Yesterday, I began a conversation with a stranger:
Me: “Do you draw?”
Man: “No, not really! But I do kind of scribble drawing with my kids. They find it kind of funny.”
Me: “Scribble drawing?”
Man: “It’s when you scribble randomly and try to make a picture from it.”
Me: “Show me?”
Mum and I were on our way back from London City Airport (love the place). We had spent the day in London for musical purposes. The evening was mainly happy, with the exception of losing my newspaper puzzles and leaving the Marks & Spencers Smoked Salmon, Mixed Nuts and Olive Bread in the hotel room. The worst combination to lose I believe. Not only was I hungry, but I could not finish my Sudokus!
I wailed to Mother about the loss of our treasures and then she bought a glass of crisps. (I can’t believe I just wrote that…) I mean, a glass of juice and some crisps. I tried to match the high quality Chemistry revision I had achieved earlier that day, but sadly failed.
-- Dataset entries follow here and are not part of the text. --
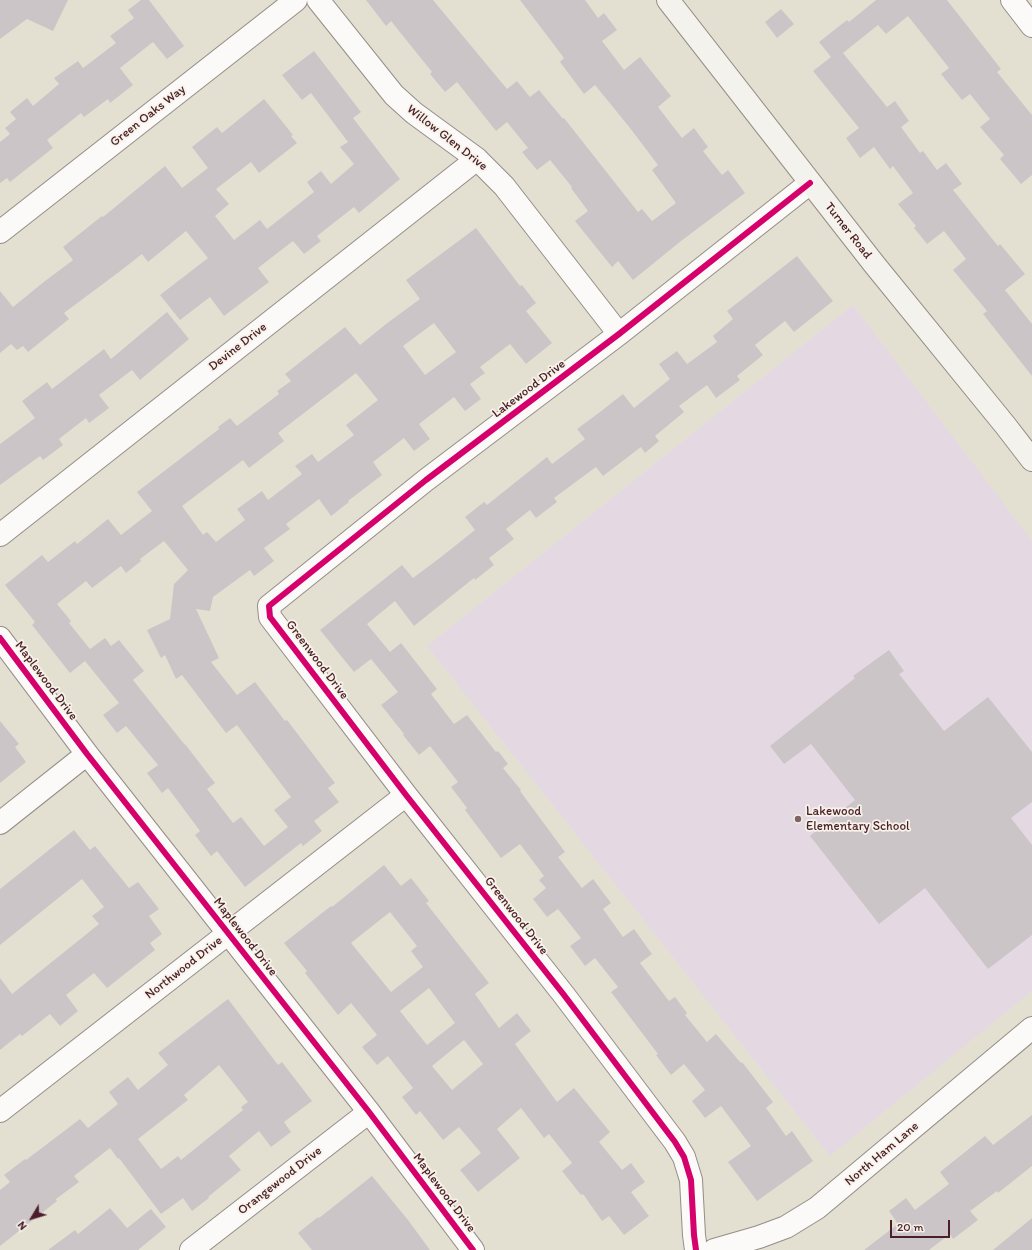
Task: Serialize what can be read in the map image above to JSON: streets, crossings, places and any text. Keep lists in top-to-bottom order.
{
  "streets": {
    "main road": ["Turner Road"],
    "street": [
      "Green Oaks Way",
      "Willow Glen Drive",
      "Devine Drive",
      "Lakewood Drive",
      "Greenwood Drive",
      "Maplewood Drive",
      "Northwood Drive",
      "North Ham Lane",
      "Orangewood Drive"
    ]
  },
  "crossings": [
    ["Willow Glen Drive", "Devine Drive"],
    ["Willow Glen Drive", "Lakewood Drive"],
    ["Turner Road", "Lakewood Drive"],
    ["Lakewood Drive", "Greenwood Drive"],
    ["Greenwood Drive", "Northwood Drive"],
    ["Maplewood Drive", "Northwood Drive"],
    ["Maplewood Drive", "Orangewood Drive"]
  ],
  "places": ["Lakewood Elementary School"],
  "scale_bar": "20 m",
  "north": "bottom left"
}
Being a Friday, the plane was full and there was the shrieking baby who was yanked from his plane-chair climbing. Me, being an absolute pig, asked for a savoury as well as a sweet snack along with my juice. I decided to make the most of my time; I didn’t have anything apart from my pens and my paper. I ‘revised’ by method of scribbling-anything-you-can-remember-from-your-classes. Reflecting on what I was able to write down – not very much – I really need to revise more. I followed this by listening to my Mum’s light-hearted instructions or prompts: drawing really great pictures of little friends and animals. (I warn in advance that the Maths formulae may contain errors, but I refuse to check them.)
I don’t think I’ve ever been bored on a 55 minute flight, but on this occasion I was. As a result of this, I tried to subtly analyse who I was sitting next to. Tall, grey-haired male, in business suit with nice knitting in his white shirt, iPad, classy silver and black cufflinks, very nice nails(!) and I did not detect one, but I assumed that he might have been wearing expensive cologne of some brand. His actions revealed boredom: he switched on his iPad momentarily and then put it away, he looked around frequently, he flicked through the in-flight magazines at an astonishing speed.
I felt like saying something to him. Mum and I ended up having 2 savoury snacks and 2 sweet snacks between us, so I said to him,
“Would you like some more?”
“You’re very kind! [didn’t take any]”
Then there was an interval of plane-engine.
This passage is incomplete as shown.